Recommended Reading
Before I came to São Paulo I did so with some trepidation and unease. This was heavily counterbalanced somewhat with my vivid cartoon-like imagination of Brazil as a whole - with the promise of paradisiacal beaches, the hedonism of carnival, beautiful women, a promised tropical land of sun and surf, lounging about in a hammock for days on end under coconut trees sipping caipirinhas, entertained by the indios in grass skirts with some light bossa nova in the background... Okay that's going too far, but you get the picture - yet the little research I'd done on São Paulo wasn't enticing to say the least.
On the BBC website, for example, I learned that São Paulo had 17 million inhabitants, 4 million automobiles and 10,000 miles of streets, making São Paulo one of the most congested cities in the world. For an asthmatic with a hatred for cars this wasn't a good start. And then there was the bombshell to really get the travel juices flowing and friends salivating in jealously and running to the travel agencies to book their flights to stay with me - It also has one of the worst crime rates in the world with 1500 murders in 2004, compared to New York‘s 671.
I wasn't to be put off though. I could handle it. (While living in the UK I'd lived in both Toxteth and Brixton - two trouble spots in Liverpool and London, that exploded in riots during the early eighties.) If I could live there I could live anywhere - except Dufar perhaps or downtown Iraq. But I wasn't helping myself either when I brought with me for the flight a book ominously entitled "A Death In Brazil" (actually a brilliant portrayal of modern Brazil - giving an overview of its history, politics, culture, cuisine - highlighting the country's spirit and contradictions.) It must have been just after taking off, waving goodbye to dear old Blighty, all dewy eyed and dreamy, that I came across the following paragraph:
"Rio is huge and lovely and terrifying. São Paulo is huger and more terrifying and not lovely at all (oh dear, what am I doing? Take me back, please. Now!)... São Paulo has more private helicopters than any other city in the world, more armored limousines, more armored ordinary cars, more armed security personnel and more desperate people than any other urban center on the face of the earth. (Shit!)"
As far as I could see and smell, within a few seconds of driving past the shit stinking Rio Tiete upon arriving in São Paulo, Peter Robb's assessment wasn't too far off the mark. It has to be said it is one hell of a not-lovely-in-the-way-that-eating-one's-own-excrement-is-not-lovely ugly city - apparently designed with anarchic and random abandon by some bankrupt mediocrity in a fit of vindictive hatred against his fellow human beings.

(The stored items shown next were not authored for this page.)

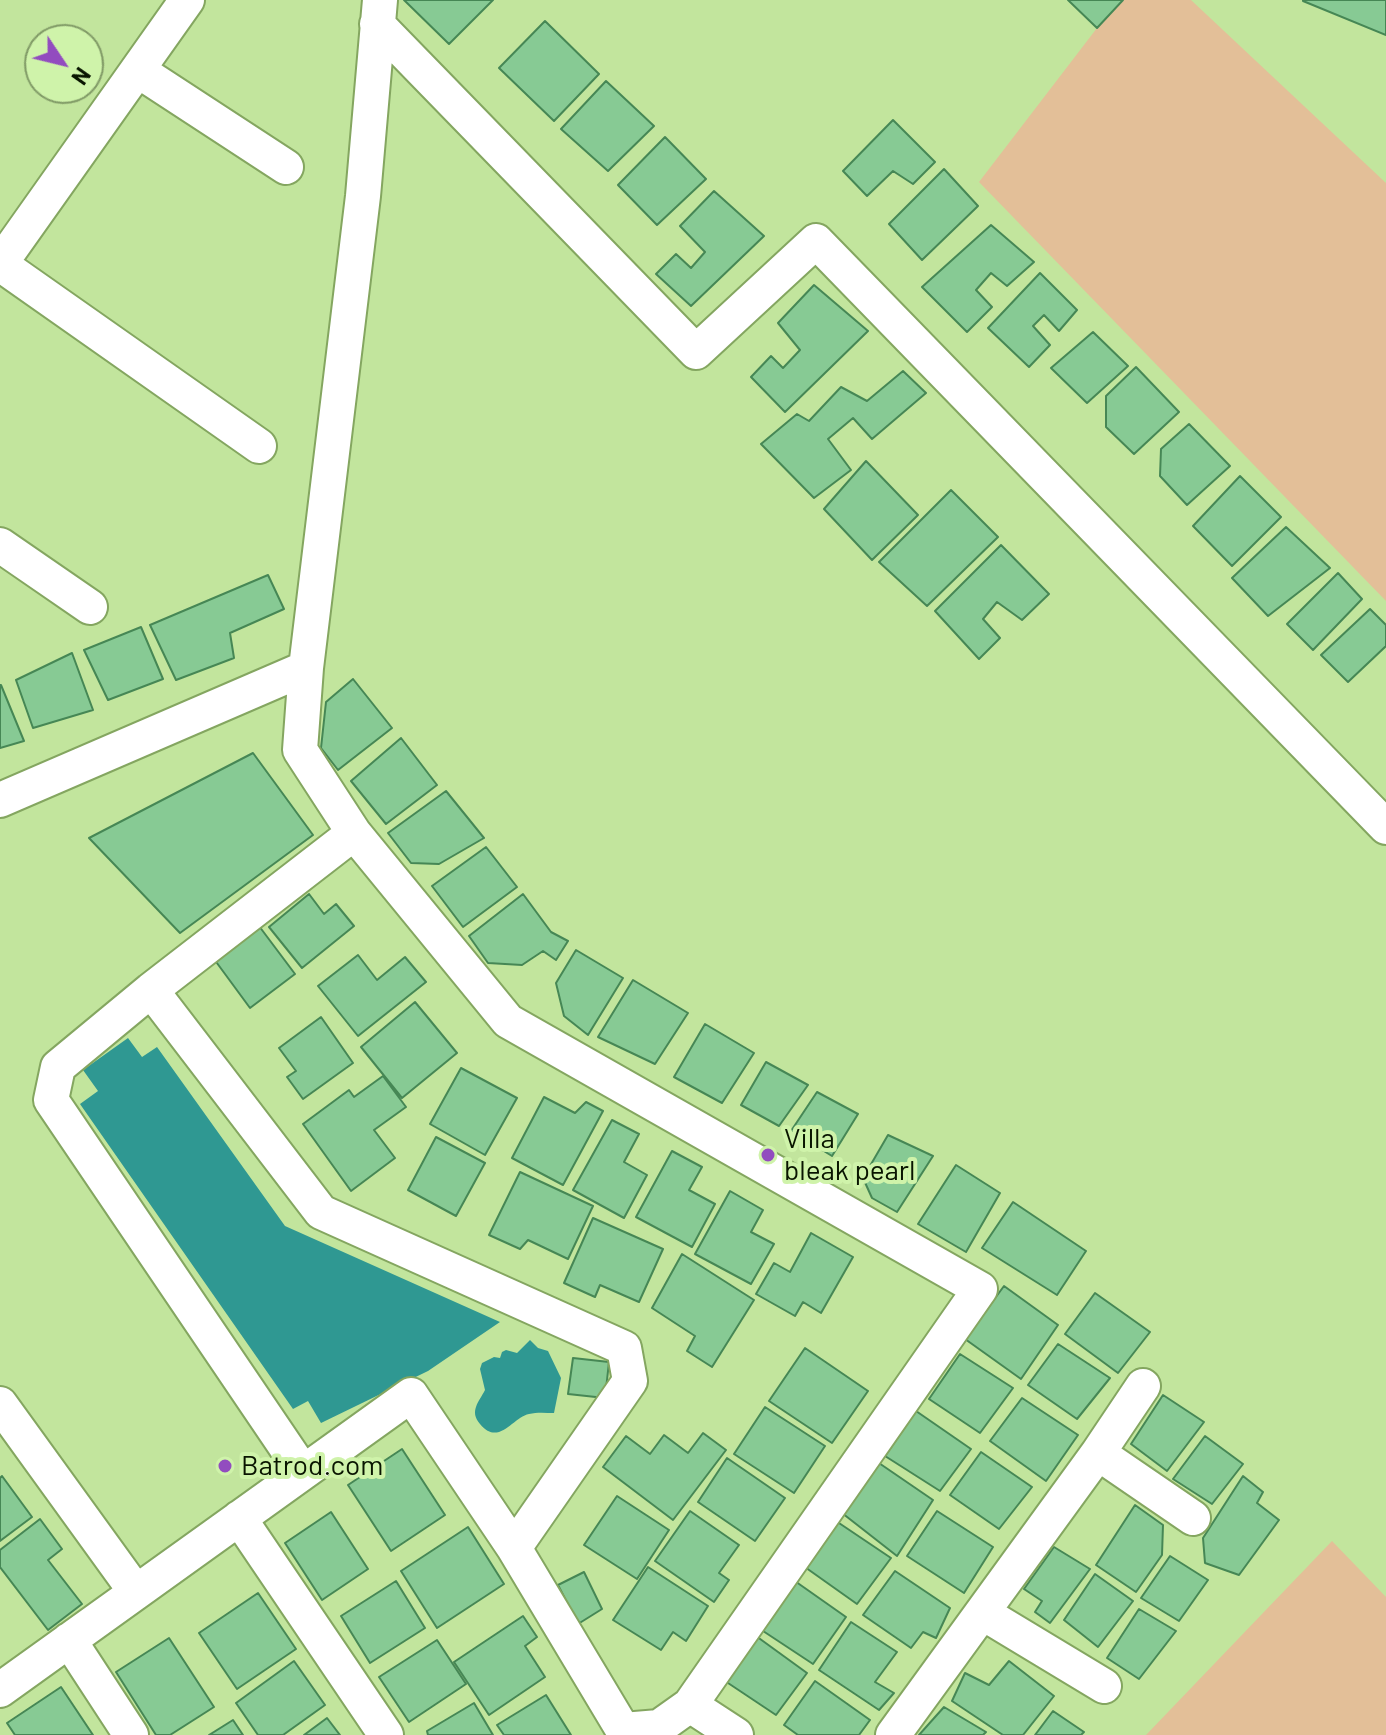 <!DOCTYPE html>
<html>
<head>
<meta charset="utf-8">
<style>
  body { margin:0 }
  #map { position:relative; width:1386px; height:1735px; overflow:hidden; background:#c2e59d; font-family:Barlow,sans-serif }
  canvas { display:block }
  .north { position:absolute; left:24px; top:24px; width:80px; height:80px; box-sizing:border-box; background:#cff3aa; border:2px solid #809a66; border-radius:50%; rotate:125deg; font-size:22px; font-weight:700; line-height:32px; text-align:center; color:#091500 }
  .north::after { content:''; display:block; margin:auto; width:28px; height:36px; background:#924cbf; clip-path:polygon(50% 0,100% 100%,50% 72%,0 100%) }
</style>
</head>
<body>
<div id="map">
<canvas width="1386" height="1735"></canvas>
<div class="north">N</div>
</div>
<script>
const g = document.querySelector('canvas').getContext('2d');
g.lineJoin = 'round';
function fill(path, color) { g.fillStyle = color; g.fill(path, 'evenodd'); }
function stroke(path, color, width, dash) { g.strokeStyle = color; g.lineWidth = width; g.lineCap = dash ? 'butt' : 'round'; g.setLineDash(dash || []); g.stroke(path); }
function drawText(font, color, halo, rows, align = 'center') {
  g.font = font + ' Barlow,sans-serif'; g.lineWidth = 8; g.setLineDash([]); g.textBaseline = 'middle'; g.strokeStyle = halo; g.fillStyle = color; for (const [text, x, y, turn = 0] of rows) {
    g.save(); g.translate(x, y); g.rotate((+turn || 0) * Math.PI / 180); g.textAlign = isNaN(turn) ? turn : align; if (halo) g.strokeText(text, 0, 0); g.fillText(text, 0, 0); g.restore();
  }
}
fill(new Path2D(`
  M1123,0H1191L1386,183V601L979,182L1097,28Z
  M1332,1541L1386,1597V1735H1146Z`), '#e3bf98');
fill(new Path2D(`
  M128,1038L142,1057L157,1047L285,1226L500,1322L428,1371L321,1423L308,1401L293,1409L80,1104L98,1091L83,1070Z
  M530,1340L538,1348L548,1351L561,1378L554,1413C546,1413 537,1412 529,1414C513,1417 499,1447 480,1424C469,1411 479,1402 485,1390L480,1369L482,1363L494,1357L500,1358L502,1352L506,1350L517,1353Z`), '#2f9892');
const building = new Path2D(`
  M404,0H493L449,44Z
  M1068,0H1123L1097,28Z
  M1303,0H1386V35L1303,1Z
  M545,21L599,74L554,121L499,68Z
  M606,81L654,126L608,171L561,129Z
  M893,120L935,162L913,184L893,171L867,196L843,171Z
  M665,137L706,179L657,225L618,185Z
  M944,169L978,206L922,260L889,224Z
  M714,191L764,236L691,306L656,274L676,254L691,268L705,252L680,226Z
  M991,225L1034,262L1007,286L991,273L976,290L992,307L967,332L922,287Z
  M1040,273L1077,310L1059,331L1044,315L1033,326L1050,345L1029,367L988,328Z
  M814,285L868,331L785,412L751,377L771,356L783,368L800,350L778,323Z
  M1093,332L1128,366L1087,403L1051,368Z
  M1136,367L1179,412L1134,454L1106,427V396Z
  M903,371L926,393L872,439L853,418L828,439L851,470L814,498L761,444L797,414L809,421L841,387L867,401Z
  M1189,424L1230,466L1187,505L1160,476L1161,449Z
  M866,461L918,515L872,560L824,509Z
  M1240,476L1281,517L1232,566L1193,526Z
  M951,490L998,537L927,606L879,562Z
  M1286,527L1330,568L1268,616L1232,578Z
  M1001,545L1049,594L1022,620L997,602L983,619L1000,638L979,659L935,611Z
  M1338,573L1362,599L1313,650L1287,624Z
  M268,575L284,609L230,633L234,658L176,680L150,625Z
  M1370,609L1386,625V646L1348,682L1321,655Z
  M141,627L163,679L108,700L84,650Z
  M72,653L93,710L33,728L16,680Z
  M353,679L392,728L338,770L321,748L326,702Z
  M1,685L24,741L0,748V685Z
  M401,738L437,785L386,824L351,781Z
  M253,753L313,835L180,933L89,838Z
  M446,791L484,838L439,864L411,863L388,833Z
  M486,847L517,887L463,927L432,886Z
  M309,894L324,914L336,904L354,926L302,968L269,927Z
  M523,894L551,932L568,941L556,960L543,951L522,965L488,963L469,936Z
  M259,926L295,974L250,1008L214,959Z
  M576,950L623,978L588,1035L564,1016L556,983Z
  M358,955L377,980L405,957L426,982L358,1036L318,986Z
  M633,980L688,1013L655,1064L598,1037Z
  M415,1002L457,1053L402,1098L361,1047Z
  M321,1017L353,1063L303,1099L287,1077L296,1071L279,1048Z
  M705,1024L754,1053L722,1103L674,1077Z
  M766,1062L808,1085L779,1126L741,1105Z
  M461,1068L517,1098L485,1155L430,1124Z
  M383,1076L406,1107L374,1130L395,1158L351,1191L303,1124L349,1090L354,1097Z
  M817,1092L858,1114L832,1156L791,1131Z
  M544,1097L575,1113L586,1102L603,1111L563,1185L512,1158Z
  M612,1120L639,1134L624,1162L647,1175L624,1218L573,1190Z
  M888,1135L933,1156L897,1212L872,1198L863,1178Z
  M436,1137L485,1163L456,1216L408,1190Z
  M672,1151L702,1167L689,1190L715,1204L692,1247L636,1217Z
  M956,1165L1000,1193L966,1252L918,1224Z
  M520,1172L593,1206L568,1259L528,1240L520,1249L489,1235Z
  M730,1191L763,1210L751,1232L774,1244L751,1284L695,1254Z
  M1013,1202L1086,1251L1057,1295L982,1248Z
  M593,1218L663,1249L639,1302L600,1285L595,1297L564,1283Z
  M811,1233L853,1257L821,1313L803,1302L795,1316L756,1294L774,1263L790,1272Z
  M682,1254L754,1300L712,1367L687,1351L695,1336L652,1308Z
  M1004,1286L1058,1325L1021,1379L965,1339Z
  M1095,1293L1150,1332L1118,1373L1065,1334Z
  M1058,1344L1110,1378L1077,1419L1028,1385Z
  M805,1348L868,1391L832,1443L769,1401Z
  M960,1354L1013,1388L980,1433L929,1399Z
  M573,1358L609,1362L605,1398L568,1394Z
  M1163,1395L1204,1422L1167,1471L1131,1444Z
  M1022,1398L1078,1435L1046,1481L990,1441Z
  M765,1407L825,1446L794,1493L734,1454Z
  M916,1411L971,1449L940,1491L885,1456Z
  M703,1433L726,1450L673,1520L603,1467L626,1436L650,1454L664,1435L688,1453Z
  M1205,1436L1243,1464L1212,1504L1173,1479Z
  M402,1449L445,1515L391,1551L348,1485Z
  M981,1452L1032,1487L999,1529L950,1495Z
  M727,1458L785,1498L755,1541L698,1502Z
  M876,1461L933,1500L897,1556L842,1513Z
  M2,1476L32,1517L0,1541V1478Z
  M1243,1476L1263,1492L1257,1503L1279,1520L1239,1575L1205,1563L1203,1538Z
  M617,1496L669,1530L637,1579L584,1545Z
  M1135,1505L1163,1525L1162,1555L1136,1592L1096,1565Z
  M690,1511L739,1545L719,1573L729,1580L714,1602L655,1561Z
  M937,1511L993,1547L964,1593L907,1556Z
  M331,1512L368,1569L322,1600L285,1543Z
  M40,1519L62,1549L48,1560L82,1604L48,1630L0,1567V1550Z
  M836,1521L891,1558L857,1604L802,1565Z
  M468,1527L504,1584L437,1628L401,1571Z
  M1054,1547L1090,1569L1050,1623L1035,1612L1042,1601L1024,1589Z
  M1170,1556L1208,1580L1179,1621L1141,1598Z
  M648,1567L708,1606L686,1641L673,1632L661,1650L613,1620Z
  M895,1571L950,1608L936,1638L923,1632L911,1648L863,1615Z
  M584,1572L602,1609L578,1624L558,1585Z
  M1095,1574L1133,1601L1098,1647L1064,1620Z
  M792,1579L846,1617L813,1664L760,1629Z
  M396,1581L425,1628L370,1663L341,1616Z
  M258,1593L296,1649L237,1689L199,1633Z
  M1139,1609L1176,1631L1139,1679L1107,1658Z
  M523,1616L537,1637L525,1646L545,1677L489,1715L454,1662Z
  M851,1622L897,1652L875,1682L894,1693L879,1710L819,1670Z
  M756,1636L807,1673L776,1715L722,1679Z
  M169,1638L214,1707L170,1735H156L116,1672Z
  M437,1640L466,1684L409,1722L379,1677Z
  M294,1661L325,1705L283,1735H258L236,1703Z
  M1009,1661L1054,1696L1023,1735H1003L952,1701L965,1673L989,1685Z
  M815,1681L870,1720L859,1735H798L784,1725Z
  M61,1687L93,1735H15L7,1723Z
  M546,1695L571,1735H504L497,1725Z
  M474,1703L493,1735H428L427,1731Z
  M944,1707L986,1732L983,1735H919Z
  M1053,1711L1084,1732L1081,1735H1035Z
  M327,1718L340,1735H304Z
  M233,1720L243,1735H209Z`);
fill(building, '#87ca94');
stroke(building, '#468755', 2);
const minor = new Path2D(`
  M377,24L696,352L816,241L1386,827
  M139,71L286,167
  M0,264L187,0
  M0,264L259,446
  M0,545L90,607
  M0,800L306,668
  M151,990L321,1212L624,1348L630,1381L514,1548
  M0,1404L136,1592
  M1098,1453L1193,1518
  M303,1472L51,1100L58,1067L151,990L354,833
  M239,1518L386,1735
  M983,1613L1104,1686
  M69,1640L131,1735
  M0,1690L411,1395L514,1548L623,1730L659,1727L690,1705L980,1289L508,1021L354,833L300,750L306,668L363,196L380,0
  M690,1705L736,1735
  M893,1735L1098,1453L1143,1386`);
stroke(minor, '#84a660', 38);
stroke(minor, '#fff', 34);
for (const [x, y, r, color] of [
  [768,1155,8,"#924cbf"],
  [225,1466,8,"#924cbf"]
]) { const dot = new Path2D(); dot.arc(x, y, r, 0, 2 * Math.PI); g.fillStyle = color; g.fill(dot); stroke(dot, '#cff3aa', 3); }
drawText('28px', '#091500', '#cff3aa', [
  ["Villa",784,1139],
  ["bleak pearl",784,1171],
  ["Batrod.com",241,1466]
], 'left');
</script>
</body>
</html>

São Paulo is also very much a city under siege. Paranoid of thieves and burglars and bank robbers and murderers and bandits - security is everywhere. As rife, perhaps, of say paid up members of the PCC (many of whom undoubtedly work in the security industry - but that's another story). On the entrance of many streets and avenues, patrolling the roads are security guards - before you even arrive at an apartment or commercial building, and when you do there is even more security usually both in front of and behind the electrified fences, and then, if that wasn't enough, you are suddenly being hassled on the entryphone by the porteiro for your name, so then he can okay it with whoever it is you are visiting - and then, only then, are you allowed in, albeit steadily followed in through the lobby and into the lift and up to the floor by the watchful eye of a camera lens.
Not that I'm complaining after the recent wake up call that São Paulo is really, truly one of the worlds most trigger happy cities. The death toll after the four days of violent clashes between police and suspected gangsters had reached over 130 on the last count.
"We‘re at war with them, there will be more casualties, but we won‘t back down,"state military police chief Col. Elizeu Teixeira Borges said, reassuringly.
I can't argue. This city is at war with itself - in many ways the self-destructive button had already been pressed a long time ago; with unparalleled levels of violence, pollution, homelessness, the extreme inequalities between rich and poor, one must ask the question I have been asking myself recently over and over. The question any privileged westerner living here must surely have asked: Why the hell live here?
I mean, apart from having more opportunities and a lot of very good restaurants, but that's all by the by if you have enough money and luck to live anywhere else in the world you choose. Why the hell live here if you are not from here? Why not London, Paris, Rome, Berlin, Buenos Aires? I challenge you reader, give me one good reason?